Key takeaways include:

  • Familiarize yourself with and consider a range of data sources. Knowing different data providers and the features of each data source lets you choose the right one.
  • Ask a specific question to address a planning need. Knowing this question helps point to a clear data need, a potential data provider, and a specific kind of analysis.
  • Enlist the right people to help interpret the data. Interpreting the data might require basic GIS skills, basic data analysis, and knowledge of transportation planning principles.
  • Aggregate big data appropriately to leverage its full potential. Reliable findings depend on large sample sizes, so working with the data may require trade-offs and generalizations.

This brief describes more detailed findings from the Connecting Sacramento study, led by SSTI, and offers guidance to those responsible for working with the data applying it in practice.


Knowledge about where and when people travel, by what modes, and along which routes, is essential for planning, building, and operating efficient and useful transportation networks. Traditionally, this information has come from travel surveys, trip diaries, and traffic studies, but these methods are resource-intensive and not easily scalable. Newer technologies such as Bluetooth, mobile phones, and GPS-enabled devices all present new opportunities for understanding how people get around.

The Connecting Sacramento study incorporates location-based trip-making data collected passively from two different sources – cellphones and mobile GPS devices – and as a proof-of-concept test, applies them to better understand travel patterns along transit corridors.

Data sources and types

Bluetooth probe data are collected by setting up detectors that can identify Bluetooth devices by their unique addresses. The data are most commonly used in travel time studies, but they can also be used for trip distribution modeling and origin-destination studies. Several transportation agencies have used Bluetooth studies in place of license place matching and time lapse aerial photography (TLAP), due to its substantially lower cost. However, because the detectors are never deployed across an entire metro area, these studies do not provide full origin and destination data.

Location data from cellphones are based on their position relative to nearby cell towers. These data are readily available in urbanized areas at a coarse resolution. Like Bluetooth data, they have also been used in travel time studies and increasingly for origin-destination studies. The data are typically acquired through a third-party vendor such as Airsage in the U.S. or Teralytics internationally.

GPS location data offer higher resolution and more frequent sampling rates than cellular data, which makes them especially useful for route information, detailed trip characteristics, and modal recognition. Early GPS-based data, used to mainly augment or replace trip diaries, required specialized devices. Smartphones now let data be collected via apps like CycleTracks, developed by the San Francisco County Transportation Authority, and Strava, used primarily for fitness tracking. Many vehicles now come equipped with on-board GPS units, used for navigation, on-board assistance, and commercial vehicle tracking. One third-party provider, StreetLight Data, now compiles GPS data from a variety sources, including in-vehicle units and mobile apps, to produce trip metrics for origin-destination studies, route mapping, and other uses.

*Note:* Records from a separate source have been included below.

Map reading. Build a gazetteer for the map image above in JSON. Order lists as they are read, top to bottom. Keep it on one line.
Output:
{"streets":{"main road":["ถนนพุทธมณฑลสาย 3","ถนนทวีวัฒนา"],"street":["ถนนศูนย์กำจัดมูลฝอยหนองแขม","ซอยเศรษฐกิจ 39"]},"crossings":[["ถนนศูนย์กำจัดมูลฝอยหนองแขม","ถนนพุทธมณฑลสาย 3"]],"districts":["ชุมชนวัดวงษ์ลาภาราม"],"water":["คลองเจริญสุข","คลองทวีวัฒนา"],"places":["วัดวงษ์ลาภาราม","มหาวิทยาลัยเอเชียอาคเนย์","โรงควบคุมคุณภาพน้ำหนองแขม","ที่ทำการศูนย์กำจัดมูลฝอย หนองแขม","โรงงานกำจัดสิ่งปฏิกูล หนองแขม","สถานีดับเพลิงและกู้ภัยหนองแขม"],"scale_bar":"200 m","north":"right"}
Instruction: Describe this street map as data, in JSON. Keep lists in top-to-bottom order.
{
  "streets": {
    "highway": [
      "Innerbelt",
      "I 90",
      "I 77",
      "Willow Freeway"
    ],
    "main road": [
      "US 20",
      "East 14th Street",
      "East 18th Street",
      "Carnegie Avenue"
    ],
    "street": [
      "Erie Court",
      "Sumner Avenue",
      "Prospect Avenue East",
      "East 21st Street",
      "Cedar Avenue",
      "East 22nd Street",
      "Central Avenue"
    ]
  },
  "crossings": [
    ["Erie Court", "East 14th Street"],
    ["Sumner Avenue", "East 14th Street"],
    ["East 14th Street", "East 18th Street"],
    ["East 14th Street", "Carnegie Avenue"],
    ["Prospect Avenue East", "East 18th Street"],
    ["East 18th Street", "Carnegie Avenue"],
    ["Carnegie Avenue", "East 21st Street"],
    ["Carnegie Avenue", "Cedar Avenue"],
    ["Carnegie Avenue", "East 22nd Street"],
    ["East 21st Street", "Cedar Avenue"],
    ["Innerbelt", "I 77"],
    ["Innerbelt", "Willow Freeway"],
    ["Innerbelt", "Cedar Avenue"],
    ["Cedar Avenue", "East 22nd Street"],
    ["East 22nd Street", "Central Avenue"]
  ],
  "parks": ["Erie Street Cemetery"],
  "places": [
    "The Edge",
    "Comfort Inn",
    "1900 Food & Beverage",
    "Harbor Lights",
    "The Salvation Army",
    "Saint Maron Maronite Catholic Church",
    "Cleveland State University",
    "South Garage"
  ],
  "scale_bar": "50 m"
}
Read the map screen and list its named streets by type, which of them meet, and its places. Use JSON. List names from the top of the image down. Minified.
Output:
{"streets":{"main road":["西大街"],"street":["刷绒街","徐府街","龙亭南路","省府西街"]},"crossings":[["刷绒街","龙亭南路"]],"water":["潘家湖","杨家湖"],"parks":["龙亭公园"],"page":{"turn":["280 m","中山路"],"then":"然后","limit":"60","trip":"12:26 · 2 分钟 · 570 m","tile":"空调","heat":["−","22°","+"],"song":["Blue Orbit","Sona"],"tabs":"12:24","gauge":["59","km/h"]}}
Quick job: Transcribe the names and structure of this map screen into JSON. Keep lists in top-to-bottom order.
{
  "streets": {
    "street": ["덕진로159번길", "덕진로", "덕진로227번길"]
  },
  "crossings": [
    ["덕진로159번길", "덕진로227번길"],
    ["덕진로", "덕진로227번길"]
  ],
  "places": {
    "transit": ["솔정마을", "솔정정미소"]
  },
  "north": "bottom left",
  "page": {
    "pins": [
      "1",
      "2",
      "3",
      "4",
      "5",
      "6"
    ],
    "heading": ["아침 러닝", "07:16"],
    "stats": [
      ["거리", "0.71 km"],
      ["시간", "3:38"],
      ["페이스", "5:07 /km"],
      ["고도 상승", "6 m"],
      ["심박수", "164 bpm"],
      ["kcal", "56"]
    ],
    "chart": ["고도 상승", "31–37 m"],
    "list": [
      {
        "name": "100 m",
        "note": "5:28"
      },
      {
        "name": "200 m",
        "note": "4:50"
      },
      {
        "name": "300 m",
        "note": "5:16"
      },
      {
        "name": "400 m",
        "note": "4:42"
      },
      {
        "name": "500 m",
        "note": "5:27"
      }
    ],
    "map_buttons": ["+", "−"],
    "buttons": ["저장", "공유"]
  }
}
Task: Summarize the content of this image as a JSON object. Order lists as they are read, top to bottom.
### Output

Location-Based Services (LBS) let software developers incorporate user location information into mobile apps. The associated data is like cellular location data in that the sample size is large and a signal can be traced over long periods. The spatial precision, which depends on Wi-Fi and assisted GPS, is higher than cellular location data but usually not as high as GPS location data. StreetLight Data recently acquired this data, in addition to their navigation-GPS data.

Many data providers analyze the raw data and run their own proprietary algorithms to identify and classify trips and determine trip characteristics. The results are typically reported in tables with geographic identifiers that can be used in GIS. Some leading data providers are:

  • AirSage, specializing in cellular data (U.S. only)
  • Teralytics, specializing in cellular data (international)
  • StreetLight Data, specializing in GPS and LBS data.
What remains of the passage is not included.